Looming large above the fertile Krems Valley, Kremsmünster’s majestic Benedictine abbey dates from 777, but was given a baroque facelift in the 18th century. Elaborate stuccowork and frescoes shape the long, low Bibliothek (library), where shelves creak under 160,000 volumes, and the Kaisersaal (Emperor’s Hall). The most prized piece in the Schatzkammer (treasury) is the gold Tassilo Chalice, which the Duke of Bavaria donated to the monks in about 780. You can visit all three on a one-hour guided tour.
The other star attraction is the 50m-high Sternwarte, dedicated to numerous schools of natural history.
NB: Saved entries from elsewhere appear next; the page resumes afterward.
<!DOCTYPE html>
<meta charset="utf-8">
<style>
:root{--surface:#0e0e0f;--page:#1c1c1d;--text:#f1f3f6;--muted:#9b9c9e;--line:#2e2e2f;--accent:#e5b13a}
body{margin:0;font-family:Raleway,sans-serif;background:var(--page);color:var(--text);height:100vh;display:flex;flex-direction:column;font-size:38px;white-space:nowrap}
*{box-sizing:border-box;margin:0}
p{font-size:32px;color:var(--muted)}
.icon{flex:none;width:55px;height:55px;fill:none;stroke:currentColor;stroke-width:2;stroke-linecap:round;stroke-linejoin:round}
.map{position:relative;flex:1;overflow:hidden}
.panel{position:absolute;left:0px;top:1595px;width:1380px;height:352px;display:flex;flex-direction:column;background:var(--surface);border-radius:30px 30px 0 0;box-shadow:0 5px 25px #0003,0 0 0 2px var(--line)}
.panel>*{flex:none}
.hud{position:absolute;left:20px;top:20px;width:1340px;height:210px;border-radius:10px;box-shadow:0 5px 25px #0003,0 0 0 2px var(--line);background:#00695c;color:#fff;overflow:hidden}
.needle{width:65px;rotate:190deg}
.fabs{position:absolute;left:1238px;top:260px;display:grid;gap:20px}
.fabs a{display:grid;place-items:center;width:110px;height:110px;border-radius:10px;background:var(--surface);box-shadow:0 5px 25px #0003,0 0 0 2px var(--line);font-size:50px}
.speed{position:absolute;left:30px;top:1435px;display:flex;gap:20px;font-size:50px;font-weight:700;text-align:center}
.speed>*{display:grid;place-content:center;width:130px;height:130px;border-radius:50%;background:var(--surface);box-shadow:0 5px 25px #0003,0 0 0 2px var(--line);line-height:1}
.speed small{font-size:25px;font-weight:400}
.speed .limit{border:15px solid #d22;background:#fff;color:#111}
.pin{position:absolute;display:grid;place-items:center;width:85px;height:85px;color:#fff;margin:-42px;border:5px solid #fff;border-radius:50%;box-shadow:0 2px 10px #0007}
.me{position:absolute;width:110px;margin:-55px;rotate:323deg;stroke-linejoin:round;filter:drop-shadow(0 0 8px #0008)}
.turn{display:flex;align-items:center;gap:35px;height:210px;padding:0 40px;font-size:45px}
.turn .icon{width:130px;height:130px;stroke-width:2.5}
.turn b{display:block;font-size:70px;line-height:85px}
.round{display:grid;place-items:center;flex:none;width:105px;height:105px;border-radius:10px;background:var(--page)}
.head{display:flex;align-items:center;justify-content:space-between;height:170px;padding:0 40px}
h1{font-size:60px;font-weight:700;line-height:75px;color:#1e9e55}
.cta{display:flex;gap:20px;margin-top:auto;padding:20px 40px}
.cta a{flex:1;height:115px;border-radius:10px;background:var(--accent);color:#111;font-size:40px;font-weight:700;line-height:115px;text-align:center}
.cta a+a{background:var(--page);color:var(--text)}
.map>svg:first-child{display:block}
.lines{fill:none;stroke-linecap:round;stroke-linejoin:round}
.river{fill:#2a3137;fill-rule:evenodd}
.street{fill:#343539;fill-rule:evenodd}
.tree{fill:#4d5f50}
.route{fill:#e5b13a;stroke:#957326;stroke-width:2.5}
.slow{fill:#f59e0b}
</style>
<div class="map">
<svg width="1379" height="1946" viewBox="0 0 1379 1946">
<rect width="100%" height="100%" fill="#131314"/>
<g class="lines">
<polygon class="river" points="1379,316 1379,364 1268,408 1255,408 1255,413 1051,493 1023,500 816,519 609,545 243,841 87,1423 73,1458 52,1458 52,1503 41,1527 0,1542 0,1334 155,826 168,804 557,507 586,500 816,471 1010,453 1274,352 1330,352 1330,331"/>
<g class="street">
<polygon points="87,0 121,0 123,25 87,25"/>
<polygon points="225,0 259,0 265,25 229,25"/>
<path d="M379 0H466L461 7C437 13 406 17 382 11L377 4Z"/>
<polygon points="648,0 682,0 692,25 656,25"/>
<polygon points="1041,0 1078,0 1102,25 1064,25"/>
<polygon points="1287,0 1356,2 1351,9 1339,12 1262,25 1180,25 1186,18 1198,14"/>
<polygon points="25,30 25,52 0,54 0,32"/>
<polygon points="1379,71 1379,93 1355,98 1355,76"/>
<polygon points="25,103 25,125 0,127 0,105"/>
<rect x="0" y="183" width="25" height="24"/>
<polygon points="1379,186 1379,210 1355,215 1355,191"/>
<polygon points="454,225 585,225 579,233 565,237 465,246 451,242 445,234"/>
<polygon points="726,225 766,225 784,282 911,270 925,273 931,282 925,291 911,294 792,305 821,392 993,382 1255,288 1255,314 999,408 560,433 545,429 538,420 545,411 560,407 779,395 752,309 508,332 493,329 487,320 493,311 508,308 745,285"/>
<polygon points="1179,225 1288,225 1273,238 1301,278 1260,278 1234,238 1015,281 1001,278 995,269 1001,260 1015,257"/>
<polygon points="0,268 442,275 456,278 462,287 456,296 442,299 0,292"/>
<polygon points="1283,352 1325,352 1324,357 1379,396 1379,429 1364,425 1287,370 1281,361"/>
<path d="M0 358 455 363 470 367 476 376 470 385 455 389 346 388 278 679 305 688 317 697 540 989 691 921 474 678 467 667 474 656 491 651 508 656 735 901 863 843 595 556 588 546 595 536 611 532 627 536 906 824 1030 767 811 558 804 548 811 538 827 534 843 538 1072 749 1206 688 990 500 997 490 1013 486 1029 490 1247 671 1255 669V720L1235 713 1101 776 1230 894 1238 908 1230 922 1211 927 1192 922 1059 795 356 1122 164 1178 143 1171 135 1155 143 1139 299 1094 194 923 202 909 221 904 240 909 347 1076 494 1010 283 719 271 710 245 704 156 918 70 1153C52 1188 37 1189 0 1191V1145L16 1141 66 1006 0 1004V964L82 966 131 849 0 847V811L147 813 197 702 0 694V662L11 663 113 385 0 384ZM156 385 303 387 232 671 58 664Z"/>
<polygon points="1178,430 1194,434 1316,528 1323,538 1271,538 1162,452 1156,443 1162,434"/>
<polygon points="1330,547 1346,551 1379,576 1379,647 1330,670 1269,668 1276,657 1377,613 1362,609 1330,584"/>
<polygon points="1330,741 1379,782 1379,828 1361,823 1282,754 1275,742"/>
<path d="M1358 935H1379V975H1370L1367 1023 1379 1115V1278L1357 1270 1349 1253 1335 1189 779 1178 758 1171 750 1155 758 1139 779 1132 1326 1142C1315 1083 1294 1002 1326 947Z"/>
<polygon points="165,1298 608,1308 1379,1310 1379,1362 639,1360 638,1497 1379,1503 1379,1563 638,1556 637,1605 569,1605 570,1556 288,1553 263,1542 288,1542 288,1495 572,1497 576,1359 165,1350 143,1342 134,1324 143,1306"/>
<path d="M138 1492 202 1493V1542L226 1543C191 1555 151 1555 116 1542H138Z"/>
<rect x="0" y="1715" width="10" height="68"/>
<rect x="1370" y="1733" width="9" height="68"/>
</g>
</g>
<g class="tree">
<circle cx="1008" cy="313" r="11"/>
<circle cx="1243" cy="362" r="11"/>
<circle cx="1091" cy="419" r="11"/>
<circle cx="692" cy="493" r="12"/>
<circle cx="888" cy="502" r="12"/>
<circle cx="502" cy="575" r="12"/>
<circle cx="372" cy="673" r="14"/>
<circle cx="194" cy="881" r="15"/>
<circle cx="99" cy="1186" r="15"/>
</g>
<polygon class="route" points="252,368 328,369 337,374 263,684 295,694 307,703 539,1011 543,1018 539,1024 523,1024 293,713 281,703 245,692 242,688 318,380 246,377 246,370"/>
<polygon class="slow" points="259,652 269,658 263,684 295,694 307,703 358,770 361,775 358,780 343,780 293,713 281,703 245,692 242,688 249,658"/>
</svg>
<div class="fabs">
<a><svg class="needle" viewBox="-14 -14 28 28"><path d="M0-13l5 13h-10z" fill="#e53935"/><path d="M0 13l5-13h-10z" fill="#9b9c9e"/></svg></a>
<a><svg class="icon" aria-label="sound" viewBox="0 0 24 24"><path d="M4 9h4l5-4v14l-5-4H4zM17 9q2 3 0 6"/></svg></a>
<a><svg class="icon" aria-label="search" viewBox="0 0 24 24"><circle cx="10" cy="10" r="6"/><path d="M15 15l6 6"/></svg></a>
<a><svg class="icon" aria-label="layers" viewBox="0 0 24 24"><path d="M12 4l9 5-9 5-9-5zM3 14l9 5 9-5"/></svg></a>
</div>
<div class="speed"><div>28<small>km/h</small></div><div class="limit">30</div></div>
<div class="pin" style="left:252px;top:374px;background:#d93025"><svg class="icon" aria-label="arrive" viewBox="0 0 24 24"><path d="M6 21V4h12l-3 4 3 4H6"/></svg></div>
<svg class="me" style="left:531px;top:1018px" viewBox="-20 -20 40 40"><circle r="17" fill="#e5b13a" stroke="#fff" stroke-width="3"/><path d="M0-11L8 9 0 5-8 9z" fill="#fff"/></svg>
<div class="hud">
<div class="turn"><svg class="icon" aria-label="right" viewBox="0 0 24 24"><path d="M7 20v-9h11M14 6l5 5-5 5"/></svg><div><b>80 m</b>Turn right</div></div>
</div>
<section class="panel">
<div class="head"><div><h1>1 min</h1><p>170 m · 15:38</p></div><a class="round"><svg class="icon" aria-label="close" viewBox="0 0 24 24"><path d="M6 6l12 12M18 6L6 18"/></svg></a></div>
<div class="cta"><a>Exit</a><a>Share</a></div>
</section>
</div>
Spanning seven floors, the mind-boggling collection steps from fossilised starfish to the skeleton of an ice age cave bear. It’s a giddy climb up a spiral staircase to the top floor, which displays the Keppler sextant and affords a bird’s-eye perspective of Kremsmünster and the gently rolling countryside.
What can be seen without greasing the palms of the abbey with silver is the Stiftskirche, a baroque church extravagantly adorned with lacy stucco, Flemish tapestries and frescoes. The 17th-century cloisters contain the Fischbehälter containing five fish ponds, each centred on a mythological statue. The trickling of water is calming and you can feed the carp for €1.